In many factory production lines, materials often need to be crushed from relatively large lumps (for example, 50–90mm) down to small particles of just a few millimeters. If this process is completed using only an ordinary crusher, several problems often arise: either the output is too coarse to meet requirements, or in order to achieve fine crushing, the equipment load becomes too high, making it prone to wear or jamming. Additionally, some equipment, while capable of fine crushing, generates excessive fines, which adversely affects subsequent use.
The four-roll crusher employs a simple yet practical design—the upper roll is responsible for medium crushing, and the lower roll handles fine crushing—dividing the entire crushing process into two stages, forming a “dual crushing cavity.” This structure allows the equipment to perform more stably and reliably when handling medium and fine crushing tasks.
1. Staged Crushing, Reducing Single-Stage Burden
Traditional double-roll crushers have only two rolls, with all crushing tasks concentrated within a single cavity. If the feed is large and the output is fine, the pressure between the rolls becomes very high, making slipping likely, accelerating roll surface wear, and potentially causing motor overload.
In contrast, the four-roll crusher splits the task: the upper pair of rolls has a larger gap and first compresses the large material into medium-sized particles. These medium particles then naturally fall into the gap between the lower pair of rolls, which is smaller, and are further crushed. Each stage undertakes only part of the work, resulting in more evenly distributed loads, smoother equipment operation, and fewer issues caused by an excessive single-stage crushing ratio.
2. More Uniform Output, Fewer Coarse Particles
Because the material undergoes two crushing stages—the first removing large lumps, the second focusing on processing medium-sized particles—the working conditions for the lower rolls are more stable. As a result, oversized particles in the finished product are significantly reduced, and the overall particle size distribution is more concentrated. For subsequent processes (such as grinding, pelletizing, or screening), this means a lighter burden and a smoother workflow.

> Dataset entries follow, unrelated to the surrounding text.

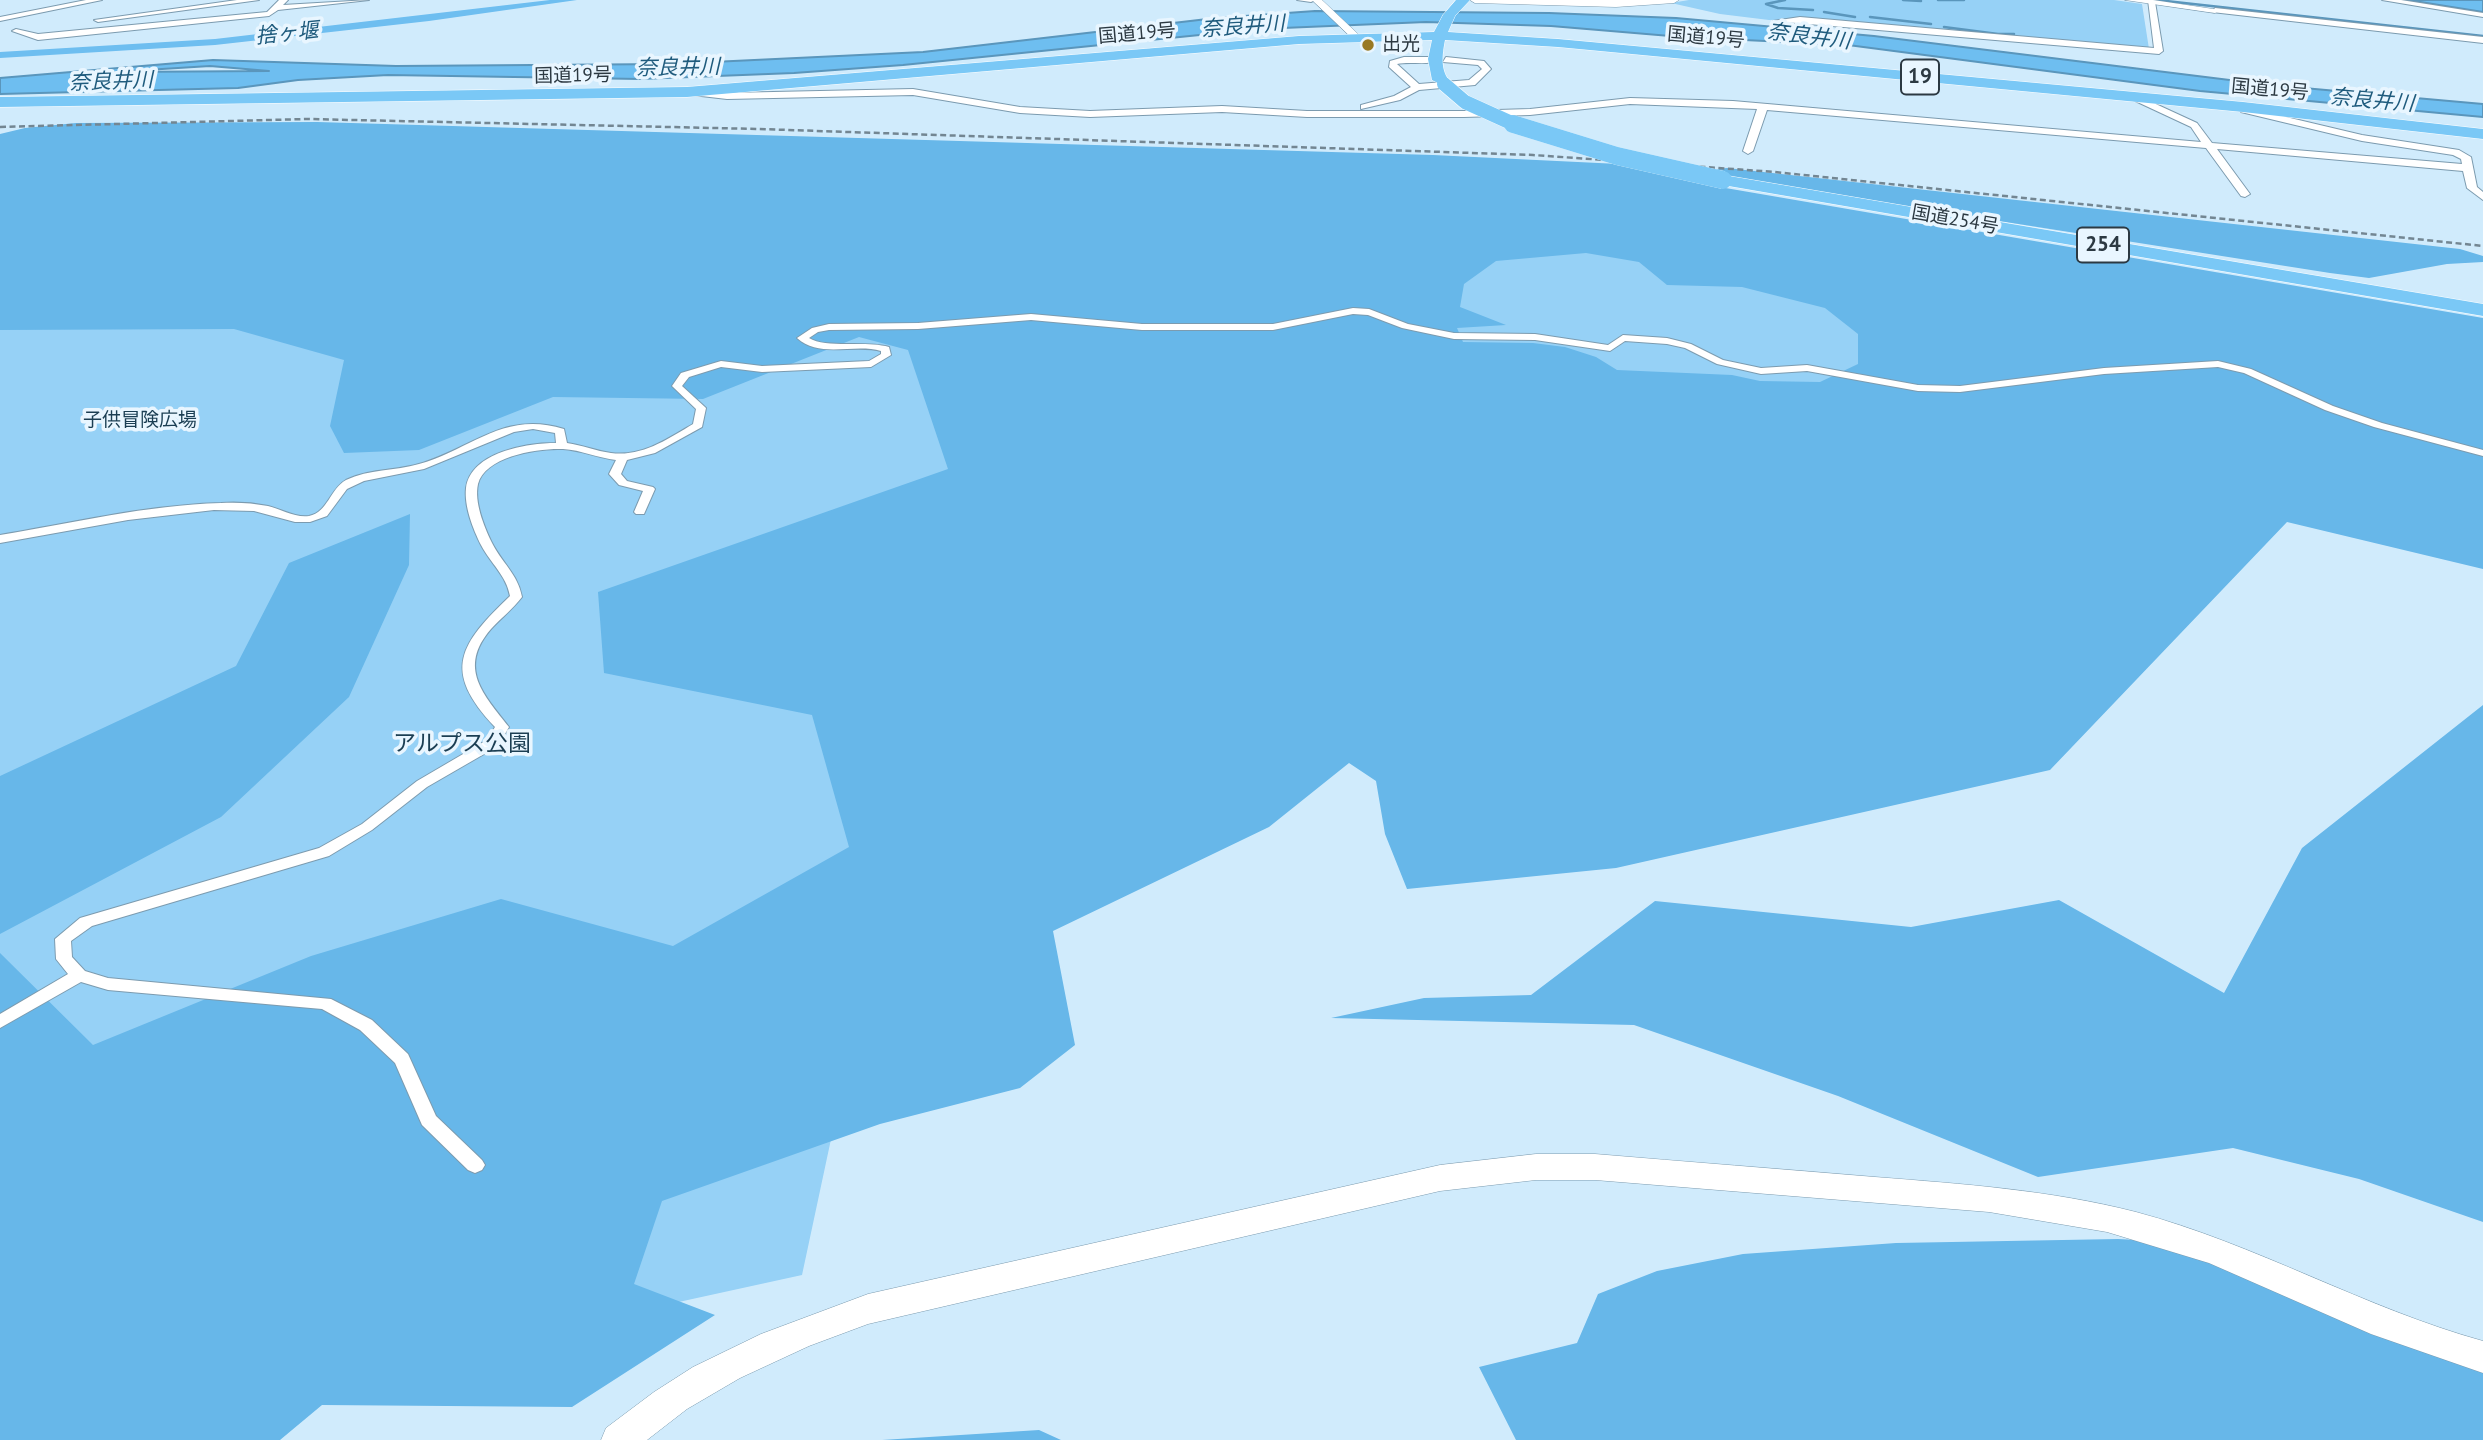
<!DOCTYPE html>
<meta charset="utf-8">
<style>
body{margin:0}
canvas{display:block;background:#d0ebfc}
</style>
<canvas width="2483" height="1440"></canvas>
<script>
const context = document.querySelector('canvas').getContext('2d');
context.lineJoin = 'round';
function fillPath(path, color) { context.fillStyle = color; context.fill(path, 'evenodd'); }
function stroke(path, color, width, dash) { context.strokeStyle = color; context.lineWidth = width; context.lineCap = dash ? 'butt' : 'round'; context.setLineDash(dash || []); context.stroke(path); }
function drawText(font, color, halo, rows, align = 'center') {
  context.font = font + ' "PT Sans","Noto Sans JP",sans-serif'; context.lineWidth = 7; context.setLineDash([]); context.textBaseline = 'middle'; context.strokeStyle = halo; context.fillStyle = color; for (const [text, x, y, turn = 0] of rows) {
    context.save(); context.translate(x, y); context.rotate((+turn || 0) * Math.PI / 180); context.textAlign = isNaN(turn) ? turn : align; if (halo) context.strokeText(text, 0, 0); context.fillText(text, 0, 0); context.restore();
  }
}
fillPath(new Path2D(`
 M1689,0H2114L2142,4L2149,49L1802,19L1769,20L1720,14L1671,3Z
 M832,240L1654,252L2483,380L2274,509L1279,741L868,966L802,1275L48,1440H0V311Z`), '#96d1f6');
fillPath(new Path2D(`
 M317,122L1433,155L1619,164L1708,185L2483,318V569L2287,522L2050,770L1616,868L1407,889L1385,834L1376,781L1349,763L1269,827L1053,931L1075,1045L1020,1088L880,1124L662,1201L634,1284L715,1315L572,1407L322,1405L280,1440H0V953L93,1045L311,956L501,899L673,946L849,847L812,715L604,673L598,592L948,469L908,350L859,337L703,399L553,397L419,450L344,453L330,426L344,360L234,329L0,330V134L25,128L76,123ZM1586,253L1639,262L1667,285L1742,287L1825,308L1858,334V364L1820,382L1760,381L1732,375L1617,370L1596,357L1565,347L1533,343L1463,342L1457,328L1506,325L1460,307L1464,284L1496,261Z
 M1727,168L2460,249L2483,256V262L2447,264L2369,278L2330,273L1751,182L1708,170Z
 M410,514L409,565L349,697L221,817L0,934V776L236,666L289,563Z
 M2483,705V1222L2359,1179L2233,1148L2038,1177L1838,1096L1634,1025L1331,1018L1424,998L1531,995L1655,901L1911,927L2059,900L2224,993L2302,848Z
 M2118,1239L2215,1244L2483,1372V1440H1516L1479,1367L1577,1343L1598,1294L1657,1271L1743,1254L1896,1243Z
 M1039,1430L1061,1440H882Z`), '#67b7e9');
const water = new Path2D(`
 M2408,0H2483V12Z
 M1315,11L1549,13L1676,18L1874,36L2270,85L2483,104V117L2200,91L1848,45L1682,37L1551,26L1426,22L1259,29L903,65L794,73L640,79L388,75L298,80L238,88L0,94V78L213,60L396,66L670,64L923,52L1216,18ZM210,66L269,71L114,72Z`);
fillPath(water, '#6ebef0');
stroke(water, '#5a96bc', 2);
stroke(new Path2D(`
 M1785,0L1766,4L1778,8L1813,10
 M1903,0L1921,1
 M1938,0H1964
 M2157,0L2483,36
 M1824,12L1855,17
 M1870,17L1931,24
 M1944,27L1998,34L1997,37
 M1998,34H2014`), '#5a96bc', 2.5);
fillPath(new Path2D(`
 M550,0H577L429,21L215,45L0,58V52L215,39Z`), '#6ebef0');
const pedestrian = new Path2D(`
 M1353,308L1369,309L1408,324L1454,333L1535,334L1608,345L1623,335L1667,338L1691,344L1723,360L1761,368L1807,365L1918,385L1960,386L2104,368L2218,361L2251,369L2333,406L2382,423L2483,450V456L2374,427L2325,410L2244,373L2218,367L2104,374L1960,392L1918,391L1807,371L1761,374L1717,364L1685,348L1667,344L1625,341L1610,351L1535,340L1454,339L1402,328L1368,315L1353,314L1273,330H1142L1031,320L918,329L829,330L818,332L809,338C826,349 865,340 889,347L891,355L871,367L762,372L721,367L689,377L682,386L706,408L702,427L655,453L627,460L621,474L627,481L653,487L655,489L644,514H636L634,512L643,491L619,485L609,474L616,460C598,458 581,450 563,449C539,448 485,456 478,484C474,502 484,526 491,541C501,562 518,574 522,597C513,609 501,618 491,629C457,668 484,695 509,727L498,746L427,787L372,830L329,856L92,926L71,941L72,957L85,971L108,978L331,999L372,1020L408,1054L436,1116L482,1160L485,1165L482,1170L475,1173L468,1170L422,1125L395,1063L360,1030L322,1009L108,990L81,982L0,1028V1014L68,974L56,959L55,939L80,918L319,848L362,824L417,781L487,740L495,727C441,670 460,644 510,596C506,575 491,564 481,545C473,529 464,506 466,488C471,452 527,443 556,443L555,433L533,429L514,432L424,469L364,481L347,489L327,516L310,522H295L254,511L214,510L128,520L0,543V535C73,523 147,505 221,503C236,502 253,503 268,506C281,509 295,518 309,516C328,512 330,489 346,480C369,469 395,471 419,464C472,449 504,410 564,429L567,443C582,445 596,451 611,453C642,457 668,439 693,424L696,409L672,386L681,373L721,361L762,366L869,361L881,354V351C854,343 820,359 797,338L812,328L829,324L918,323L1031,314L1142,324H1273Z`);
const minor = new Path2D(`
 M86,0H102L0,21V17Z
 M237,0H259L98,22L94,20Z
 M279,0H288L283,5L369,0L278,10L269,16L38,40L12,31L16,29L38,34L267,12Z
 M1297,0H1315L1311,2Z
 M2148,0L2155,2L2163,51L2159,54L1773,21L1800,17L2154,48Z
 M2382,0H2401L2483,13V17Z
 M2215,8L2483,37V43L2212,12Z
 M1404,57H1435L1439,60C1428,66 1411,61 1397,64L1419,84L1469,80L1482,69L1478,65L1443,62L1446,57L1484,61L1491,69L1475,85L1419,90L1400,100L1361,109V105L1394,96L1411,87L1389,67L1390,61Z
 M687,89L727,93L913,89L1020,107L1090,111L1222,106L1307,111H1464L1530,109L1630,98L1733,101L2201,142L2191,127L2131,99L2129,97L2134,94L2197,123L2212,143L2462,164L2461,159L2453,155L2362,141L2241,112L2238,107L2243,104L2248,108L2362,135L2459,150L2471,157L2477,187L2483,192V200L2467,188L2463,171L2217,149L2250,194L2245,197L2241,196L2206,148L1767,110L1753,151L1748,154L1743,151L1757,109L1630,104L1530,115L1464,117H1307L1222,112L1090,117L1020,113L913,95L727,99L684,94V90Z`);
const tertiary = new Path2D(`
 M1312,0H1322L1359,35V39H1353Z
 M1470,0H1679L1674,3L1616,7L1475,3Z
 M2125,0H2153L2220,10L2215,13Z
 M1536,1154H1595C1688,1162 1781,1169 1875,1177C1963,1184 2050,1190 2136,1212C2256,1244 2364,1308 2483,1341V1373L2371,1334L2209,1263L2107,1232L1989,1212L1595,1180H1536L1440,1191L868,1324L809,1346L740,1378L687,1409L647,1440H601L606,1428L654,1392L693,1367L761,1334L868,1294L1440,1165Z`);
const trunk = new Path2D(`
 M1456,0H1470L1455,16L1448,32L1558,39L2243,102L2483,129V139L2243,112L1558,47L1445,40C1442,55 1440,72 1451,82L1444,86L1432,80L1428,59L1432,40L1299,44L687,97L0,107V97L687,87L1299,36L1434,32L1443,15Z
 M1723,175L2483,304V316L1717,184L1714,180Z`);
stroke(pedestrian, '#7c9baf', 2);
stroke(minor, '#7c9baf', 2);
stroke(tertiary, '#7c9baf', 1);
stroke(trunk, '#fff', 1);
fillPath(pedestrian, '#fff');
fillPath(minor, '#fff');
fillPath(tertiary, '#fff');
fillPath(trunk, '#7ac8f6');
stroke(new Path2D(`
 M0,127L308,119L759,129L1533,155L1775,172L2483,246`), '#738692', 2.5, [6, 3.5]);
const trunkBridgeFar1 = new Path2D(`
 M1444,84L1465,102L1518,126`);
const trunkBridge = new Path2D(`
 M1513,124L1617,156L1723,180`);
stroke(trunkBridgeFar1, '#fff', 15, []);
stroke(trunkBridge, '#fff', 18, []);
stroke(trunkBridgeFar1, '#7ac8f6', 14);
stroke(trunkBridge, '#7ac8f6', 18);
for (const [x, y, r, color] of [
 [1368,45,7,"#997923"]
]) { const dot = new Path2D(); dot.arc(x, y, r, 0, 2 * Math.PI); context.fillStyle = color; context.fill(dot); stroke(dot, '#e9f6ff', 2.5); }
drawText('19px', '#2c3942', '#e9f6ff', [
 ["国道19号",1137,34,-5],
 ["国道19号",1706,38,5],
 ["国道19号",573,76,-1],
 ["国道19号",2270,90,5],
 ["国道254号",1955,220,10]
]);
drawText('19px', '#2c3942', '#e9f6ff', [
 ["出光",1382,45]
], 'left');
drawText('19px', '#1b3e53', '#e9f6ff', [
 ["子供冒険広場",140,421]
]);
drawText('italic 21px', '#1f5b7d', '#e9f6ff', [
 ["奈良井川",1243,27,-4],
 ["捨ヶ堰",287,34,-6],
 ["奈良井川",1809,37,7],
 ["奈良井川",678,68,-1],
 ["奈良井川",111,82,-2],
 ["奈良井川",2372,101,5]
]);
for (const [x, y, w] of [
 [1920,77,38],
 [2103,245,52]
]) { const box = new Path2D(); box.roundRect(x - w / 2, y - 17.5, w, 35, 5); context.fillStyle = '#e9f6ff'; context.fill(box); stroke(box, '#2c3942', 2); }
drawText('bold 21px', '#2c3942', null, [
 ["19",1920,77],
 ["254",2103,245]
]);
drawText('23px', '#1b3e53', '#e9f6ff', [
 ["アルプス公園",462,744]
]);
</script>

For example, a sintering plant used a four-roll crusher to process return fines, with a maximum feed size of 80mm and a requirement that the output be smaller than 5mm. In the past, when using a double-roll crusher, there were often particles larger than 10mm that had “slipped through,” requiring manual sorting or rework. After switching to the four-roll crusher, coarse particles essentially disappeared. Workers said: “Now we can just feed directly into the bin without worrying about large lumps jamming the downstream equipment.”
3. Adaptability to Different Materials, More Flexible Configuration
The upper and lower rolls of a four-roll crusher can be equipped with different roll surface types. For instance, the upper roll can use toothed hardfacing rolls to enhance biting and splitting ability for large lumps, while the lower roll can use smooth rolls (plain rolls) to achieve better particle shape and less over-crushing through compression. This combination of “toothed upper + smooth lower” is very common when processing materials such as limestone, coke, and coal gangue.
Of course, toothed rolls can be used for both stages as needed (suitable for applications requiring more fines), or smooth rolls can be used for both stages (suitable for fine grinding of high-hardness materials). This flexibility allows users to choose a more suitable configuration based on their raw materials and product requirements.
4. More Stable Operation, More Convenient Maintenance
Since the crushing tasks are rationally distributed, the overall machine vibration is low, and the forces on the bearings and transmission components are more uniform. Coupled with the relatively low roll speeds (typically several tens of revolutions per minute), the equipment demonstrates reliable performance over long-term operation with a low failure rate.
Additionally, the dual crushing cavity design makes inspection and maintenance more intuitive. The operating status of both the upper and lower cavities can be observed through viewing windows. When clearing accumulated material or replacing roller skins, the clear upper and lower structure provides ample operating space, eliminating the need to disassemble the entire machine.
Four-Roll Crusher
5. Saving on Subsequent Stages, Simplifying the Process
Because the output particle size is relatively consistent, many users find that after adopting a four-roll crusher, they no longer need additional vibrating screens or material return systems. After being discharged from the bottom, the material can go directly into the storage bin or the next process stage. This not only saves on equipment investment but also reduces the need for belt conveyors, motors, and control systems, making the entire production line more streamlined.
A small building materials plant previously used a hammer crusher plus a screen to process construction waste bricks, requiring screen cleaning twice a day. Later, they switched to a four-roll crusher and eliminated the screening stage. Average daily operating time increased by 3 hours, and workers felt much less burdened.
Conclusion
The “upper roll medium crushing + lower roll fine crushing” structure of the four-roll crusher is not designed to pursue complexity, but rather to make the crushing process more rational and controllable. It breaks down a difficult task into two manageable steps, protecting the equipment while improving output quality. For users who need to stably crush medium-sized lumps down to a particle size of a few millimeters, this dual crushing cavity design provides a worry-free, trouble-saving, and stable operational solution. In actual production, this “step-by-step” approach often proves more reliable than trying to achieve everything “in one go.”